Monday, 27 October 2008

YAML

YAML is a format for structuring data in a file, like XML. Rails uses YAML to configure your databases, but it does so in such a way that you hardly notice. However, YAML is pretty neat, and you could be missing out.

YAML stands for "Yet Another Markup Language" (here). Or perhaps for "YAML Ain't Markup Language" (here). I guess it depends on whether you think it is a markup language or not (actually the latter seems the more common one).

There are basically two types of data; that which goes into a hash, and that which goes into an array.
name: value
- value

You can combine them to make complex data structures, such as this array of hashes:
-
name: Tom
age: 32
-
name: Dick
age: 19

And in fact you can also enter arrays and hashes more like Ruby:
- { name: Tom, age: 32}
- { name: Dick, age: 19}

Or as an array of arrays:
- [Tom, 32]
- [Dick, 19]

Comments start with a hash, #, just like Ruby. Ruby/YAML guesses the type from the format. Strings can be surrounded with single-quotes, double-quote (allowing escape sequences) or nothing. Repeated data can be replaced by an "anchor", by labelling the first occurance. Labels begin with an ampersand, and references to the label with an asterix. Use | or > for data that goes on to more than one line. The former preserves line breaks, the latter does not (see the example at the end of the YAML and Ruby section).

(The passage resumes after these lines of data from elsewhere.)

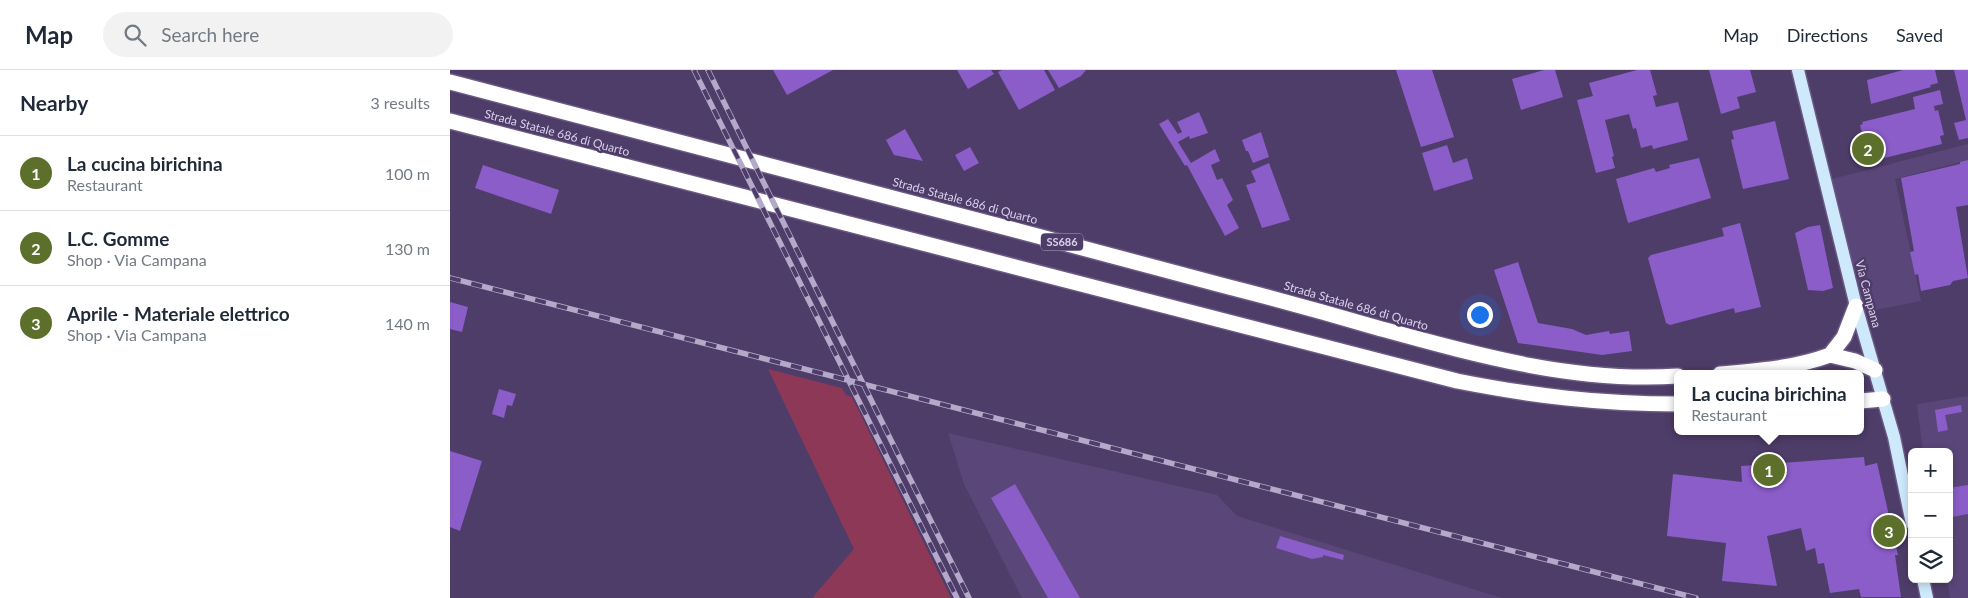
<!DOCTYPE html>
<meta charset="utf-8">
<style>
:root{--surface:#fff;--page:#f2f2f3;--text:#1f2937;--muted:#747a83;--line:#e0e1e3;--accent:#5c702c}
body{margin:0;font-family:Lato,sans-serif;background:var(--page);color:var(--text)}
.controls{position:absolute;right:15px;bottom:15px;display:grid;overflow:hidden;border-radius:8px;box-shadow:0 2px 8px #0003}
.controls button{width:45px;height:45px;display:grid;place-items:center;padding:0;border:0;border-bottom:1px solid var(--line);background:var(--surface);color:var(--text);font:25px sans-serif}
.you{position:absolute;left:1029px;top:244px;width:18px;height:18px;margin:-12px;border:4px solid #fff;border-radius:50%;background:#1a73e8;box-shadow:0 0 0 8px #1a73e833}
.badge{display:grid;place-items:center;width:32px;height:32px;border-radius:50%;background:var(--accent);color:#fff;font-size:16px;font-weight:700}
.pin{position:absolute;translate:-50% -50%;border:2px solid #fff;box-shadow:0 1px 5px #0006}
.popup{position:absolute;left:1224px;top:300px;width:190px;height:65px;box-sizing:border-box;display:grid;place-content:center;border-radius:8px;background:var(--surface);filter:drop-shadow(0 1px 4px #0005);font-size:16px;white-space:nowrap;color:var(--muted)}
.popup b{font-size:19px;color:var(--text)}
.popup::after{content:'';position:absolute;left:50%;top:100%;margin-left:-10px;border:10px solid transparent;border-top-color:var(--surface)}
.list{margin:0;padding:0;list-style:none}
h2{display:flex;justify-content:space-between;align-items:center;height:65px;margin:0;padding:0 20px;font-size:21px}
h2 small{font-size:16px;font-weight:400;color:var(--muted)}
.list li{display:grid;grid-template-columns:32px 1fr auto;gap:15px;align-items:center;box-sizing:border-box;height:75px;padding:0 20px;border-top:1px solid var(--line)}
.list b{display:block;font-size:19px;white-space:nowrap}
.list p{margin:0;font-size:16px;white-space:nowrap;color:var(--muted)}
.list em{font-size:16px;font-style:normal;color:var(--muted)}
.icon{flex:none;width:28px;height:28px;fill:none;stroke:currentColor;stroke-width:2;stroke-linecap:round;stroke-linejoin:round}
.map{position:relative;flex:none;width:1518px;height:528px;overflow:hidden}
header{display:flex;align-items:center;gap:30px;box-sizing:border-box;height:70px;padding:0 25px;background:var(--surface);border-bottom:1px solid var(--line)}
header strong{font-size:24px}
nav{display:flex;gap:28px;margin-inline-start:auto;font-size:18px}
.search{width:350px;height:45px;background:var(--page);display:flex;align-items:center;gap:12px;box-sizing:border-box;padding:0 18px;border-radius:28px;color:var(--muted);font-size:19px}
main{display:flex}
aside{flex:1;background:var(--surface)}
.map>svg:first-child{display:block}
.built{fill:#5a4679}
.green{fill:#8d3856}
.building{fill:#8a5dc8}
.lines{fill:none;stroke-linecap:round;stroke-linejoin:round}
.major-casing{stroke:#6a5a83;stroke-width:15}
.highway-casing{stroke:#6a5a83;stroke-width:18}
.major{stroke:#cfe9fc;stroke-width:12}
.highway{stroke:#fff;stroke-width:15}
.rail-casing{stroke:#b4a9c9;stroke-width:5.5}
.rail{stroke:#4e3d69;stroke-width:4;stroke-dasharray:11;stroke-linecap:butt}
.labels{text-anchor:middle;stroke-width:5;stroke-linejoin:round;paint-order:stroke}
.shield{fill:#4e3d69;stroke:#afa4c4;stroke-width:1}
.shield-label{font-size:11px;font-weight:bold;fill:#d9d0eb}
.street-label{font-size:12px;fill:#d9d0eb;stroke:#4e3d69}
</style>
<header>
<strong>Map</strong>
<div class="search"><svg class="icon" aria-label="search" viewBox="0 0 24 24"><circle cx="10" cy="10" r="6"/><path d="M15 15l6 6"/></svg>Search here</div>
<nav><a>Map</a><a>Directions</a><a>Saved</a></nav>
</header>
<main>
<aside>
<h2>Nearby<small>3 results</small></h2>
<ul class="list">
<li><span class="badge">1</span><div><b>La cucina birichina</b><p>Restaurant</p></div><em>100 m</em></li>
<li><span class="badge">2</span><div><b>L.C. Gomme</b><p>Shop · Via Campana</p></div><em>130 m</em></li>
<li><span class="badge">3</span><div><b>Aprile - Materiale elettrico</b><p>Shop · Via Campana</p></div><em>140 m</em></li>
</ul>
</aside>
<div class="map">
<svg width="1518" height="528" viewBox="0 0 1518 528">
<rect width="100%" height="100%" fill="#4e3d69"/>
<path class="built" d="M1518,74V90L1445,109L1471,231L1415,242L1382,109Z
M1518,326V528H1500L1497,509H1499V382H1473L1467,334Z
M498,363L767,425L787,446L1052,528H572L514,414Z"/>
<path class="green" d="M318,299L392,318L396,325L402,327L501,528H362L404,479Z"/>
<path class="building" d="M323,0H383L337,25Z
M507,0H541L544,4L518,19Z
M552,0H594L605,20L569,40L548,2Z
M598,0H636L631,6L609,18Z
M946,0H982L1004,67L971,77Z
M1094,0H1105L1113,27L1071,40L1062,9Z
M1187,0H1200L1207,25L1203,26L1206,37L1228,32L1238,70L1203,79L1202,75L1191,78L1186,58L1183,59L1179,44L1155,50L1164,86L1162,87L1165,98L1146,103L1127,30L1143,26L1139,13Z
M1259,0H1300L1306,22L1287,27L1290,38L1271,44Z
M1453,0H1485L1488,13L1480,15L1481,17L1421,34L1417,10Z
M1504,0H1518V68L1509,70L1504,53L1516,50Z
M1490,20L1493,34L1484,36L1485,41L1488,40L1494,65L1490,66L1492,74L1422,91L1421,87L1418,88L1410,55L1413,54L1412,52L1465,39L1463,27Z
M749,42L758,63L740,69L739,66L728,72L741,93L765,79L770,91L761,95L767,110L772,108L783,130L777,135L789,158L775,166L737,95L735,96L709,54L718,49L728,64L732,62L727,52Z
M1325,51L1339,109L1293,119L1281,70L1284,69L1282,61Z
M455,59L473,91L444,85L436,70Z
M811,62L819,87L803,93L798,81H796L792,70Z
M997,75L1003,93L1017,88L1023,109L984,121L972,83Z
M520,77L529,93L514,101L505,85Z
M1249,88L1261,128L1178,153L1166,109L1204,98L1206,102L1220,98L1219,95Z
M1518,90V135L1506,137L1518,208L1503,211L1500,215L1471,221L1468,204L1465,205L1460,182L1464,181L1451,108L1510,94V92Z
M819,93L840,150L812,158L796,115L806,112L801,101Z
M33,95L109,120L101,144L25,118Z
M1290,153L1311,237L1285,243L1284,238L1220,255L1216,253L1198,188L1201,185L1274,166L1272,158Z
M1370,155L1383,218L1373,221L1358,220L1345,163L1358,157Z
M1068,192L1088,253L1122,259L1136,265L1159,261L1160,264L1179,261L1182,281L1152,285L1068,273L1044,200Z
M0,232L18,237L12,262L0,259Z
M49,319L66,324L62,336L57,335L54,348L42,344Z
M1511,335L1512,342L1495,345L1498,360L1488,362L1485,340Z
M0,381L32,391L10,461L0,457Z
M1414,387L1415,396L1427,393L1448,485H1445L1451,527H1411L1409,519L1380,523L1374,493L1368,494L1365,478L1356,481L1351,458L1317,466L1327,516L1272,511L1276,473L1217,466L1223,404L1292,412L1291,396Z
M565,414L630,528H598L541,428Z
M1518,415V444L1502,447L1499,418Z
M830,466L894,485L893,490L873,485V487L862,489L826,478Z"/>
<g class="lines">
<g class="major-casing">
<path id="major" d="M1348,0L1406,236L1444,367L1462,454
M1473,509L1477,528"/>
</g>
<g class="highway-casing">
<path id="highway" d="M0,12C259,79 517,147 775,216C826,229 877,243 928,258C1026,285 1125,313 1228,306
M0,51L1007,311C1083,326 1150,334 1228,334
M1380,285L1394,267L1406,236
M1380,285L1405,291L1425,300
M1270,304C1307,301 1345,298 1380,285
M1410,331L1433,329"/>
</g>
<use href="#major" class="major"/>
<use href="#highway" class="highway"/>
<g class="rail-casing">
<path id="rail" d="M244,0L507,528
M258,0L519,528
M0,208L1246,528"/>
</g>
<use href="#rail" class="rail"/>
</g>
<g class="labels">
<rect class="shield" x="591" y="163.5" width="42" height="17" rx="4"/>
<g class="shield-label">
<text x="612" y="176">SS686</text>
</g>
<g class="street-label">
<text transform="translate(107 63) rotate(15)" y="4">Strada Statale 686 di Quarto</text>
<text transform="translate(515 131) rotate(15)" y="4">Strada Statale 686 di Quarto</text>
<text transform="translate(1418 224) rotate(75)" y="4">Via Campana</text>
<text transform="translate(906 236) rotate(16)" y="4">Strada Statale 686 di Quarto</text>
</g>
</g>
</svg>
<div class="controls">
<button>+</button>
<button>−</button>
<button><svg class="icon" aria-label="layers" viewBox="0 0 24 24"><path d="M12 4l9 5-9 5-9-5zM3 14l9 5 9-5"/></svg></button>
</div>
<div class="you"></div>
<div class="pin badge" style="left:1319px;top:400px">1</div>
<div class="popup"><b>La cucina birichina</b>Restaurant</div>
<div class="pin badge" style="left:1418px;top:79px">2</div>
<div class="pin badge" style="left:1439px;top:461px">3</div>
</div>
</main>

This example show all of these, and uses symbols as the keys, rather than string as above.
-
:name: Tom # A string
:age: 32 # An integer
:male: true # A boolean
:born: 1972-02-29 # A date
:address: &add
213 Main Street
Big City
England
:comment:
This is a potentially very
long comment that will be
just one line long.
-
:name: Dick
:age: 19
:address: *add
:comment: 'A very short comment'

See here for more details:
http://yaml.org/spec/current.html

By the way, NetBeans 6.1 flags up strings that go on to multiple lines as errors; this seems to be a bug in NetBeans.

YAML and Ruby
To use the data from your YAML file in a Ruby program, the first step is to load the YAML library:
require 'yaml'

Then load the data:
config = YAML.load(yaml_string)       # From string
config = YAML.load_file("config.yml") # From file

Then you can access to data just as you would any array of hashes (or whatever your data structure):
x = config[0]['age']    # x -> 32

Note that if you want to use symbols as the keys to your hashes the string needs to be prefixed with a colon (as in the examples above).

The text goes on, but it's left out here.